START Data for this exercise

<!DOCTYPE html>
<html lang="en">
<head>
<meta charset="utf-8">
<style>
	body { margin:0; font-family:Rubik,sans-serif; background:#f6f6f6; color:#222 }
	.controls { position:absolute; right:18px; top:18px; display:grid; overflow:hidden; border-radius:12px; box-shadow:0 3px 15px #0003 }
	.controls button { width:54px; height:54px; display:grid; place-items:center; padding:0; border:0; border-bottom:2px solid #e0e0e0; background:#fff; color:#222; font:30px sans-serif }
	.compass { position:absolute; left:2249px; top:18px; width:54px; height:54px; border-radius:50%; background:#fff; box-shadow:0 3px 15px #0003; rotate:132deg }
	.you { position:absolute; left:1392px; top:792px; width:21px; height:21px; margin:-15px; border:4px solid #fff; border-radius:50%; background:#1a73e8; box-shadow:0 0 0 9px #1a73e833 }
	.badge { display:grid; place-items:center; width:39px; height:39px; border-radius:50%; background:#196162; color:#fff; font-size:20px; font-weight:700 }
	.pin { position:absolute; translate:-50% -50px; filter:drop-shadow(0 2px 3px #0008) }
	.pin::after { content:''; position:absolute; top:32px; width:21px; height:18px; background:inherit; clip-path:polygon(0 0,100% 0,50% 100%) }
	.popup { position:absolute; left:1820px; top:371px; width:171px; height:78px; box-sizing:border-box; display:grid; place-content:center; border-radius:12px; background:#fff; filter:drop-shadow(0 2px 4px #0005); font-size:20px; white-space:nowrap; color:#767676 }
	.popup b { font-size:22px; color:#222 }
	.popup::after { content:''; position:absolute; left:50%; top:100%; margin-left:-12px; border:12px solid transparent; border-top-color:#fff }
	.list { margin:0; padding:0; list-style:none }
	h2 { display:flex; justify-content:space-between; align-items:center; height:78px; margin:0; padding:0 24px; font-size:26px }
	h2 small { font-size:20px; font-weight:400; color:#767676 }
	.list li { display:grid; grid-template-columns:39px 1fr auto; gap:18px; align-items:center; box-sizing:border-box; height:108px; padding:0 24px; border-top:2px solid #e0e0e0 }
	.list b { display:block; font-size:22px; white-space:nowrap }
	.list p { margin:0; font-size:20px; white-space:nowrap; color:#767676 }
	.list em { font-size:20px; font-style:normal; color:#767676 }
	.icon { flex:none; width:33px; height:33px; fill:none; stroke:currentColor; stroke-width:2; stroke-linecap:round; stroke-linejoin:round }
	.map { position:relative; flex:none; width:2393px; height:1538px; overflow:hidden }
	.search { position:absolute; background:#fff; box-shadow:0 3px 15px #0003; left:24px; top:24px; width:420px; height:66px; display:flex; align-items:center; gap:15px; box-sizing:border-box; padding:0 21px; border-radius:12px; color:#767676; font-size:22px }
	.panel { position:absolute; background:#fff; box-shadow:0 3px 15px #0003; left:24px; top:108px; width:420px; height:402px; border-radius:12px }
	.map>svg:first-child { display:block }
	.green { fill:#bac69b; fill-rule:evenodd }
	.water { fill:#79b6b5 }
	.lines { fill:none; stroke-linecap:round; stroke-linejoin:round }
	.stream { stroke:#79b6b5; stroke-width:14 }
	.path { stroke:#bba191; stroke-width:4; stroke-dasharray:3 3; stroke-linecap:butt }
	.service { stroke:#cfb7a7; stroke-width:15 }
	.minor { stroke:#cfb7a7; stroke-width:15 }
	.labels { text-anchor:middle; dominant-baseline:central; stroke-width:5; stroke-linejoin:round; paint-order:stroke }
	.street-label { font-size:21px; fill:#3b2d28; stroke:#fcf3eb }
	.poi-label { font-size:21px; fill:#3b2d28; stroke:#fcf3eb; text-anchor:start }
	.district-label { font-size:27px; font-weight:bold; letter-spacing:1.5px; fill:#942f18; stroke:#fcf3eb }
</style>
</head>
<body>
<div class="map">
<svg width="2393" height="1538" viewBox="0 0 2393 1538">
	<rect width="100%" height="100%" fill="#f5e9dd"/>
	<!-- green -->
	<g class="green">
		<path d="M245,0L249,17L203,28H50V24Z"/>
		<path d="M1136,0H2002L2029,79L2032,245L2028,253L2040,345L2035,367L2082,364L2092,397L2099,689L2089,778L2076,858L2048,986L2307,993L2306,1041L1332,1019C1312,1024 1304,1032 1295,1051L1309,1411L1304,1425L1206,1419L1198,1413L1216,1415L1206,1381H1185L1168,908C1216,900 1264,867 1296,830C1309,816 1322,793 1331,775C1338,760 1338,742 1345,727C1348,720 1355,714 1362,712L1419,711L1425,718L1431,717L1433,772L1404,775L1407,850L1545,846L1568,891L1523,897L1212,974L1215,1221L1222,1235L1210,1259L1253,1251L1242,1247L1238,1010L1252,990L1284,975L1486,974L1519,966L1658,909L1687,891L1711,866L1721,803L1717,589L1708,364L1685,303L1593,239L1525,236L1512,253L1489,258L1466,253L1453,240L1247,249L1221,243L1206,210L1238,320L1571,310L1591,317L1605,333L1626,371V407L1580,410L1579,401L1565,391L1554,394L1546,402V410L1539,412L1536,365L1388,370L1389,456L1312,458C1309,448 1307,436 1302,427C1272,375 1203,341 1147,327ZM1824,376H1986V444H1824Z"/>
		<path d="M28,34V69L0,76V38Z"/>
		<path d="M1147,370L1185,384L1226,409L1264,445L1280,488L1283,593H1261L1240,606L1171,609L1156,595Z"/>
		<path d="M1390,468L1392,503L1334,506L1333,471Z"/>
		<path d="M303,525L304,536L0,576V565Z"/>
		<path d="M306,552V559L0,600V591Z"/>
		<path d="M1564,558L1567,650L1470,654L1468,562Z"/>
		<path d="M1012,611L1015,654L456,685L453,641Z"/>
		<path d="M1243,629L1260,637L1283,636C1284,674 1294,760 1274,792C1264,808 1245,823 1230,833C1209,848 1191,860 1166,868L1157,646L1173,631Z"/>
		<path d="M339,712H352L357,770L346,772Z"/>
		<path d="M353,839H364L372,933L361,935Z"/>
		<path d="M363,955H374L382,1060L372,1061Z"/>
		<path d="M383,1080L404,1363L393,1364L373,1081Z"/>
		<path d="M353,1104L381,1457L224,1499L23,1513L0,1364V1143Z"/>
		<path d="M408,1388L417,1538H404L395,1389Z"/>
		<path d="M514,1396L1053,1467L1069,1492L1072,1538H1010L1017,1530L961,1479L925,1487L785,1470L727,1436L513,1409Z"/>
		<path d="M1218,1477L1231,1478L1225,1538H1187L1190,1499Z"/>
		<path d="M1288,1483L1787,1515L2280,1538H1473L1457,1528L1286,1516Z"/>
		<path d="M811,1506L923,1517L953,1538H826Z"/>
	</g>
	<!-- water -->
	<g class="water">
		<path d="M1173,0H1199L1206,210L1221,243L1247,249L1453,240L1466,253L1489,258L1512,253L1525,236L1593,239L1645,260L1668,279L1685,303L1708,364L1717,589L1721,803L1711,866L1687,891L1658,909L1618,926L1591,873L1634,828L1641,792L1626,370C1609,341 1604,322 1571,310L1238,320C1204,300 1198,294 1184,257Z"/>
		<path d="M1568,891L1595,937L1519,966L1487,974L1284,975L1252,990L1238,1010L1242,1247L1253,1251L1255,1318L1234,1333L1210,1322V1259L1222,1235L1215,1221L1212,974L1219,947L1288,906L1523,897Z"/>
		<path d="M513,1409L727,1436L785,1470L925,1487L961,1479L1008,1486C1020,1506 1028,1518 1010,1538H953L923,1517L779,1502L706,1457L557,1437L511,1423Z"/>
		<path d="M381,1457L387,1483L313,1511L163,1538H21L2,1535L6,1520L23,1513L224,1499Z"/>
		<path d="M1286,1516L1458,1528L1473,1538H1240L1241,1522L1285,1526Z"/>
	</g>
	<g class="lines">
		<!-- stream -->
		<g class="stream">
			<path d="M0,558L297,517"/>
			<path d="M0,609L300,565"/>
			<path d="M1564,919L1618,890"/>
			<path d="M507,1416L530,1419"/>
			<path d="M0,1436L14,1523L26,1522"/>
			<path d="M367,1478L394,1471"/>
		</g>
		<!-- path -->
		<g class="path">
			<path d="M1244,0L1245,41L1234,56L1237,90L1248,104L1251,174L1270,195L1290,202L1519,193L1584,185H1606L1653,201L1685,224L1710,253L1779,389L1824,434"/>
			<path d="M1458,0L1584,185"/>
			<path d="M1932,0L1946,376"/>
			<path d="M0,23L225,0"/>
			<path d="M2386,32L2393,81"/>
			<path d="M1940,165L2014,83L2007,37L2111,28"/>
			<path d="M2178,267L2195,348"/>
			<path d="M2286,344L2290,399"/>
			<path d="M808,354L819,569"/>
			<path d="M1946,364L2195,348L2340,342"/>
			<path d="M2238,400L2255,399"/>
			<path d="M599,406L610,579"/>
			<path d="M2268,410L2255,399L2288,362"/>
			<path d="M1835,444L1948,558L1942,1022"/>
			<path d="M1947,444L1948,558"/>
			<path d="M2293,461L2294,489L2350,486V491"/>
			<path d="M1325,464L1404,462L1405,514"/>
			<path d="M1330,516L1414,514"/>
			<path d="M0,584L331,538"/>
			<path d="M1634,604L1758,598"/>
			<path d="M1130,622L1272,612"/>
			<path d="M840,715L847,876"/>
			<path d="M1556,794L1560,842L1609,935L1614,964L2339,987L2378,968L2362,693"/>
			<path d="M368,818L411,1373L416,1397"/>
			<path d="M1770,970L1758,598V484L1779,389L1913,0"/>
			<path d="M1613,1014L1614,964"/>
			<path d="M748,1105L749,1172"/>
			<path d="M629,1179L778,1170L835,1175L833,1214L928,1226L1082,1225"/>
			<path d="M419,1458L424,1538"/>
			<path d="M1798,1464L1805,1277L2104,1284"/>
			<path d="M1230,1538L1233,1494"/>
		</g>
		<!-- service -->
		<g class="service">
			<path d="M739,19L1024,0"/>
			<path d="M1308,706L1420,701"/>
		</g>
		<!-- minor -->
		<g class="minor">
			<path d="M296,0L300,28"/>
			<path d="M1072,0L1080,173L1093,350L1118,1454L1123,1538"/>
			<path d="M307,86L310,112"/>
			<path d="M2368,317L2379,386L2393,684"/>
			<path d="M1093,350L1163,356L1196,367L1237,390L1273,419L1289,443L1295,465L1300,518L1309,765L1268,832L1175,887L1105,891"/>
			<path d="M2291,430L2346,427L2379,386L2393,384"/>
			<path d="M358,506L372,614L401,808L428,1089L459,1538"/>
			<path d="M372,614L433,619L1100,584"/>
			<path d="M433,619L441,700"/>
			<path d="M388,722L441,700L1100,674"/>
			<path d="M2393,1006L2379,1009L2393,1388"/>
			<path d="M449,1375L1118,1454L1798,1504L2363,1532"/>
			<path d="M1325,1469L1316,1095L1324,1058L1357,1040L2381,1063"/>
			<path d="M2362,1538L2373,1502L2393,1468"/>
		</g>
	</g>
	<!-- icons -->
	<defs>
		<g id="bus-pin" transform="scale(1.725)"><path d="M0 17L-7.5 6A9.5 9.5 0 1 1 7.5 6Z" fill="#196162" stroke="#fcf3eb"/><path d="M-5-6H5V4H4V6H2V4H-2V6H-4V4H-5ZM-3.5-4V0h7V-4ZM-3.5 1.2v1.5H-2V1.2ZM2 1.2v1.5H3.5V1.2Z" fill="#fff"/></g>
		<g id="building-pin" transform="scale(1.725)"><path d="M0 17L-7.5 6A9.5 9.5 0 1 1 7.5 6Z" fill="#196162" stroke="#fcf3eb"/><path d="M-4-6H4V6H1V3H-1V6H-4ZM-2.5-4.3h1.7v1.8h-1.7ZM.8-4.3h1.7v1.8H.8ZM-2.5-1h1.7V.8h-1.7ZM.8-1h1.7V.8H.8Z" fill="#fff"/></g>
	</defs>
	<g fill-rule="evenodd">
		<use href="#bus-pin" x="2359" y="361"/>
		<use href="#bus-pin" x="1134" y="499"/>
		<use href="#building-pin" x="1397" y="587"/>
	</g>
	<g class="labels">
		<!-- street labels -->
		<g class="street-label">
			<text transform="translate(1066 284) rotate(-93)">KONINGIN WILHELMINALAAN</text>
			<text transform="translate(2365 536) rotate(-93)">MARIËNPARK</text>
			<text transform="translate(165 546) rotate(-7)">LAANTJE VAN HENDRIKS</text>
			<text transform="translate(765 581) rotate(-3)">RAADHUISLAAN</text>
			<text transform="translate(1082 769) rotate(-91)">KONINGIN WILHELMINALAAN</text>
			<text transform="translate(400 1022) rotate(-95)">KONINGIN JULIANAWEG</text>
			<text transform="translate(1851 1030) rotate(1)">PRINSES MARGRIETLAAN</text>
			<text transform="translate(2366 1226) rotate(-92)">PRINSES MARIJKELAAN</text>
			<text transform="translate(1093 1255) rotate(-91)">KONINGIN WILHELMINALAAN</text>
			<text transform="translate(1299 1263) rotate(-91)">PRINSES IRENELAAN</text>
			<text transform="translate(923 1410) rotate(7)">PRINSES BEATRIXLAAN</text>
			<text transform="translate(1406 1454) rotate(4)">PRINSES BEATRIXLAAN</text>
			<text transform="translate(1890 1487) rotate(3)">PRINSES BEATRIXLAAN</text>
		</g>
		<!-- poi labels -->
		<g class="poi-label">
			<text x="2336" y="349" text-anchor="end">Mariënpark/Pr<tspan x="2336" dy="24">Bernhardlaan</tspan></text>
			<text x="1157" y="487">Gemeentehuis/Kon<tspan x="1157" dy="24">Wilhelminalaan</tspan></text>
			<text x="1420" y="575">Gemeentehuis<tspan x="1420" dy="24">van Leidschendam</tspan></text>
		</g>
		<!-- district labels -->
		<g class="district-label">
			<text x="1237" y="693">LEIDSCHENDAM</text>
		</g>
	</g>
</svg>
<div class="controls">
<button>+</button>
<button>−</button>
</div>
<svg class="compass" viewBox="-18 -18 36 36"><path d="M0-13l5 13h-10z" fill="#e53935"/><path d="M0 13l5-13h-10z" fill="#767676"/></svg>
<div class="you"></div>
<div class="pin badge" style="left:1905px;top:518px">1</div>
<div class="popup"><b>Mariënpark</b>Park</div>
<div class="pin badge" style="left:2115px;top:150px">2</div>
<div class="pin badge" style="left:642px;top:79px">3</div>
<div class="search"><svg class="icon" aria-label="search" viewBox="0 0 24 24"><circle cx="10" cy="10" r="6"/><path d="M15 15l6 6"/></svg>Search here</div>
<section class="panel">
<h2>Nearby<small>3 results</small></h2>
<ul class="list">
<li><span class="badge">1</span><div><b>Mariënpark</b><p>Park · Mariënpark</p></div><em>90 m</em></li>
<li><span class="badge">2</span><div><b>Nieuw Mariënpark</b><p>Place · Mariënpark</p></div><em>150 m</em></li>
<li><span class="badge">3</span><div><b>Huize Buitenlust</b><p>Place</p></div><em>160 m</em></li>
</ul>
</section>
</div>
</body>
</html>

END Data for this exercise

> **Prompt**: Where does "lines" appear in the records above? Copy every line that has it.

> **Output for this task**:
	.lines { fill:none; stroke-linecap:round; stroke-linejoin:round }
	<g class="lines">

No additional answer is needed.